エンドロールの先でも君を恋うから


「みてみて、由良くん。あれがこぐま座だって。ふふ、全然見えないね」



よく考えてみれば、俺がこんなにお洒落で弥衣にぴったりな場所を知っているはずがない。弥衣は疑うことも知らずに、星に負けず目をキラキラにしていた。



優羽に教えてもらった通りだ。弥衣について知らないことなんて、あいつにあるのか?



『ねえ秋頼、あれはさすがに無理やりすぎない?こぐま座だって』


『優羽には分からない芸術なんじゃね』



同じ場所で同じことを言うなんて、運命ってこういうことを言うんだろうな、なんて星を見上げながら頭の隅で考えていた。

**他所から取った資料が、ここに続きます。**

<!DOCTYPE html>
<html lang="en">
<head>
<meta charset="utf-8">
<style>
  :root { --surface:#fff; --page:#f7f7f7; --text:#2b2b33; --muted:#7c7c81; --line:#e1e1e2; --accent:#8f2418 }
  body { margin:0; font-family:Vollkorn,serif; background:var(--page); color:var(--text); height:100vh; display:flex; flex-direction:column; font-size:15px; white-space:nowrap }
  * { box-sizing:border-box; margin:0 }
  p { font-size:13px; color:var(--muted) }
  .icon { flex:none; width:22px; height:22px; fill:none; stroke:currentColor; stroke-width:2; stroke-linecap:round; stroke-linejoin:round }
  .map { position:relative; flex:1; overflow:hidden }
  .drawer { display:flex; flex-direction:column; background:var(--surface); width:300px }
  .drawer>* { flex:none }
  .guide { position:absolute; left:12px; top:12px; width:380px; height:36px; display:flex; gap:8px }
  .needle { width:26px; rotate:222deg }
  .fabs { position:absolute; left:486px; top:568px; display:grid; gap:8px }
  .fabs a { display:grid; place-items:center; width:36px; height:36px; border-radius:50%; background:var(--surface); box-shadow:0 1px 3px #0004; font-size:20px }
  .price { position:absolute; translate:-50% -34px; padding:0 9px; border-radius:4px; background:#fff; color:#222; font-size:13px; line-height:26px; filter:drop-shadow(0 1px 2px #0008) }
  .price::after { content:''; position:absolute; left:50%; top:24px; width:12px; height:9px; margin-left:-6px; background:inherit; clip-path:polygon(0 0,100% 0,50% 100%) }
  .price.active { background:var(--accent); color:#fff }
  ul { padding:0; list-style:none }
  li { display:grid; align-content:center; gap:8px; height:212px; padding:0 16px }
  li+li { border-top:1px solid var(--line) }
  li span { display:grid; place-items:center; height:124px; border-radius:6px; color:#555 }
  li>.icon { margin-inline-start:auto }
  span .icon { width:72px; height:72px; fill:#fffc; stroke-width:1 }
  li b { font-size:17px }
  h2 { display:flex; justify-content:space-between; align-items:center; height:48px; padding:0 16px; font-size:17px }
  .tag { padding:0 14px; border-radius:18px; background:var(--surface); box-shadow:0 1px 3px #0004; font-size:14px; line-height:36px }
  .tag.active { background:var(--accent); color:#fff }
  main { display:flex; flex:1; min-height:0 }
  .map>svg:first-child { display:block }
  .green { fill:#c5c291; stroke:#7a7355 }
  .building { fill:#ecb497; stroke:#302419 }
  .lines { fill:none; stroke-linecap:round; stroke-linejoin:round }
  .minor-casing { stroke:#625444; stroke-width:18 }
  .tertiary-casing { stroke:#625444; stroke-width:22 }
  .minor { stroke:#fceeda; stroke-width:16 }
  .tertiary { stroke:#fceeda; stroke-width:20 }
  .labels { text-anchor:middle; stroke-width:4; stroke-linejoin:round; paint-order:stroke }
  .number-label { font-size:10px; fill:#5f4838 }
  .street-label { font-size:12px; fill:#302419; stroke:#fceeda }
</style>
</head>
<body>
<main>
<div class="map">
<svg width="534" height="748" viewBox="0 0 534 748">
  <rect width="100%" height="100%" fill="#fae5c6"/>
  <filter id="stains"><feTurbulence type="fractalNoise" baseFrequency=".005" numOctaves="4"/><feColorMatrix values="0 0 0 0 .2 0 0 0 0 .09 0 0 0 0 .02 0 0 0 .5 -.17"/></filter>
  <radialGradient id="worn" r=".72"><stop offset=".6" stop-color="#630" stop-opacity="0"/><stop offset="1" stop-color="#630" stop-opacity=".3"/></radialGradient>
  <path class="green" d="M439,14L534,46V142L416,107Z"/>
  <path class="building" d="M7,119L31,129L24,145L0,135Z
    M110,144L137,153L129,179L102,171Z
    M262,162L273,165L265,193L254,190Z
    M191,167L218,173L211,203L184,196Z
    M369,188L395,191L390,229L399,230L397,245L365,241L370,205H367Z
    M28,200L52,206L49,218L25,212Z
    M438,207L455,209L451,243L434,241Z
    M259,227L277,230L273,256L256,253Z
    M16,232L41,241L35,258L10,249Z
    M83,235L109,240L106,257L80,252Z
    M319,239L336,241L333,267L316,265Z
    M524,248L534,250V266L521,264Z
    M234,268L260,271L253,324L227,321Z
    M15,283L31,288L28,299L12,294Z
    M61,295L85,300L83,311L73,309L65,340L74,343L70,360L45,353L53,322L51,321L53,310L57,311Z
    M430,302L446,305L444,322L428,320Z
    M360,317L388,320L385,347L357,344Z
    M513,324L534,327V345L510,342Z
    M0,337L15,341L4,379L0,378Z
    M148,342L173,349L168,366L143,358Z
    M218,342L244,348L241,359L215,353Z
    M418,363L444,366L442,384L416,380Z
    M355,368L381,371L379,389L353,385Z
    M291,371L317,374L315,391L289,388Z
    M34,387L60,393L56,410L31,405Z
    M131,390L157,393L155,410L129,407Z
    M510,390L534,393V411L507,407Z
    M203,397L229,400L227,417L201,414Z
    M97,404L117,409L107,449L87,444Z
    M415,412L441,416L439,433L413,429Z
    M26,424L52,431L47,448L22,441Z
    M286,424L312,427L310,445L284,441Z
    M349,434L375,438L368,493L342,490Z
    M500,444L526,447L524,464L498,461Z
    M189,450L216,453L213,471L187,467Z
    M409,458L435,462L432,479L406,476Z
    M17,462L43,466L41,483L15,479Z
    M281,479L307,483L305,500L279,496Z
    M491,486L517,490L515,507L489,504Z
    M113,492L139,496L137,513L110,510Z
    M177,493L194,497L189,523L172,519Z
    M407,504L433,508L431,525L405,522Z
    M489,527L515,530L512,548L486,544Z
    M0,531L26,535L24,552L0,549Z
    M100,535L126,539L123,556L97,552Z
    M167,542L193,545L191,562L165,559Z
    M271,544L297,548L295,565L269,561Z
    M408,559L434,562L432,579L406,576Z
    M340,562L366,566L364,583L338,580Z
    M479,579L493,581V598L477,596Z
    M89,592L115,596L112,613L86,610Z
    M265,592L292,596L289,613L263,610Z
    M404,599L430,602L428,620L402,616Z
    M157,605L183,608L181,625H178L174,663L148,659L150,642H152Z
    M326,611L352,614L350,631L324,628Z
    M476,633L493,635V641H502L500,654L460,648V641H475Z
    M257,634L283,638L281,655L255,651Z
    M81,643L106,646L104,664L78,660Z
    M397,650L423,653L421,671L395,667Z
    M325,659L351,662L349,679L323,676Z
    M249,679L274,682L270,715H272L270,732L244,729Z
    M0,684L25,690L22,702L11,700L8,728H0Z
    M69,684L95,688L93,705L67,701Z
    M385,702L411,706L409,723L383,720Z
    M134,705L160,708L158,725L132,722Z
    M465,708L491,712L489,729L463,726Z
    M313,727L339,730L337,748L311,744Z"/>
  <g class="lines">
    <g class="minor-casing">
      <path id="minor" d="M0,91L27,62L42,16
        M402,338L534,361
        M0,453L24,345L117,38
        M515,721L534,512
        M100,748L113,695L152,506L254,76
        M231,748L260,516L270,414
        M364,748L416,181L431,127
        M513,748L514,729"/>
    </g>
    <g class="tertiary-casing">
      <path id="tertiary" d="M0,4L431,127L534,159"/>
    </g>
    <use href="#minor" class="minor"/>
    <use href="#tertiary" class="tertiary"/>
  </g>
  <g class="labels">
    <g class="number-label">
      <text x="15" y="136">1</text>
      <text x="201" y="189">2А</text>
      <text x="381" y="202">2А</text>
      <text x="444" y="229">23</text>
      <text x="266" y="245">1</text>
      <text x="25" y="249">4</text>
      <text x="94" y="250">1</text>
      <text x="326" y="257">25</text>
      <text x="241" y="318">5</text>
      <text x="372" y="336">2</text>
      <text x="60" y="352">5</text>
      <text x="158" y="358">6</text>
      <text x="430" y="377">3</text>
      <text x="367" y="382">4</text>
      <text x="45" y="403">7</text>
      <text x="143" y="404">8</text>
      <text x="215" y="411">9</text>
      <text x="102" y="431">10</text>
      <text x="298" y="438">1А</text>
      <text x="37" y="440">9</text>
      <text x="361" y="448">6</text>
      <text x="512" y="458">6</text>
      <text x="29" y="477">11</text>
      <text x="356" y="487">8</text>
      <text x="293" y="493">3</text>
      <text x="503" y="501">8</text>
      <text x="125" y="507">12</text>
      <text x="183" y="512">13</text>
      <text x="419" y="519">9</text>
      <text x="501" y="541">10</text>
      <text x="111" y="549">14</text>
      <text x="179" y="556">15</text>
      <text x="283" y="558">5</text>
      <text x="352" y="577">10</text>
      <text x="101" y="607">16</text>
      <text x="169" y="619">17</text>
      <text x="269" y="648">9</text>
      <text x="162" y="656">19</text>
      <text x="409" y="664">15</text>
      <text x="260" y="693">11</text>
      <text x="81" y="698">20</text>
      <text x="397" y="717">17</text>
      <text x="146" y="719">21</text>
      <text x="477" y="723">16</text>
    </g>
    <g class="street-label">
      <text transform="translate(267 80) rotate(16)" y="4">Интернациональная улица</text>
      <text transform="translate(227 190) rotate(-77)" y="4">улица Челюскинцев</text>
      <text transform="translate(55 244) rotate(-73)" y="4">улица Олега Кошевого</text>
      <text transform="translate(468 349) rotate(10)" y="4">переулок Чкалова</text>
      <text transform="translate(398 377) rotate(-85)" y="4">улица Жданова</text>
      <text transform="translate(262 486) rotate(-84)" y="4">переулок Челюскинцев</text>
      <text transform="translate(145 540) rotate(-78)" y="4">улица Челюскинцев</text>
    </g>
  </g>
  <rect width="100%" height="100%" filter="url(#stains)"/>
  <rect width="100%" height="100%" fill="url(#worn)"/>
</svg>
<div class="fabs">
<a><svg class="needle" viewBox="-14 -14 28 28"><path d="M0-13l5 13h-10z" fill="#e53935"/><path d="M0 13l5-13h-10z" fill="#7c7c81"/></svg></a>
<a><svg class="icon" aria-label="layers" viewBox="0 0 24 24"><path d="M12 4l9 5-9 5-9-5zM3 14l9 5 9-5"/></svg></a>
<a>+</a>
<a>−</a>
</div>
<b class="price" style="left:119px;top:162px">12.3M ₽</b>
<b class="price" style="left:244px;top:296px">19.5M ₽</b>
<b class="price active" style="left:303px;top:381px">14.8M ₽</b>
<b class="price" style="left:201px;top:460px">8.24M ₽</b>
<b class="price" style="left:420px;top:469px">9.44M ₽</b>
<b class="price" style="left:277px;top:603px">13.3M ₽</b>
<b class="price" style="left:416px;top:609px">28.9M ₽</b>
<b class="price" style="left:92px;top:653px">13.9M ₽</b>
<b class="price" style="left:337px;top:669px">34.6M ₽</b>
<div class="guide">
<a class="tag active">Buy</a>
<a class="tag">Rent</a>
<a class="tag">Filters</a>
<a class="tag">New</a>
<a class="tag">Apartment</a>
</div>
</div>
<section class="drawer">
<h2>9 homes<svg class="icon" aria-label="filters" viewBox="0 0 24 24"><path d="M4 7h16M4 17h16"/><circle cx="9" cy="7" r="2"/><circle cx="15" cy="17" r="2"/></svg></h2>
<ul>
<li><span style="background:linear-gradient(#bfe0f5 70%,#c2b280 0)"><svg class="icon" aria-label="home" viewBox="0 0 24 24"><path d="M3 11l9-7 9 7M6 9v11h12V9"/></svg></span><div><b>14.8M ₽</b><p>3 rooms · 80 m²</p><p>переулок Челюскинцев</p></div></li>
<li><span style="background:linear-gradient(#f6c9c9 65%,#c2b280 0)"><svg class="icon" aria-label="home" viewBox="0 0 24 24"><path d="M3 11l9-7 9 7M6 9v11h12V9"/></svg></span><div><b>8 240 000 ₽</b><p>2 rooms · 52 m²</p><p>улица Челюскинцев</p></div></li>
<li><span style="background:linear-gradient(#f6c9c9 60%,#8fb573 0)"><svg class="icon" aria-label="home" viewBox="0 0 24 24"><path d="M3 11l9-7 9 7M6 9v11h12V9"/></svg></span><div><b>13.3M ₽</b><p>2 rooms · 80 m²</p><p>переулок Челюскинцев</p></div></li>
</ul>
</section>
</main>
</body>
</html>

この頃、弥衣に嘘ばかりついている自分に嫌気がさしていたのもあって。



「...嘘の星でも?」



嘘をついている自分を重ね合わせた。



本当の自分なんて「弥衣のことが好き」っていうこと以外、嘘で隠しているから。



多分、嘘を肯定してほしかった。



「人の為の嘘は綺麗だよ」


「っ…」



ここで泣いたら役者失格だよ〜?とかなんとか聞こえてくるような優しい空の色。



本当に空に優羽がいるんじゃないかと信じてしまうほど、その色は優羽に馴染んだ。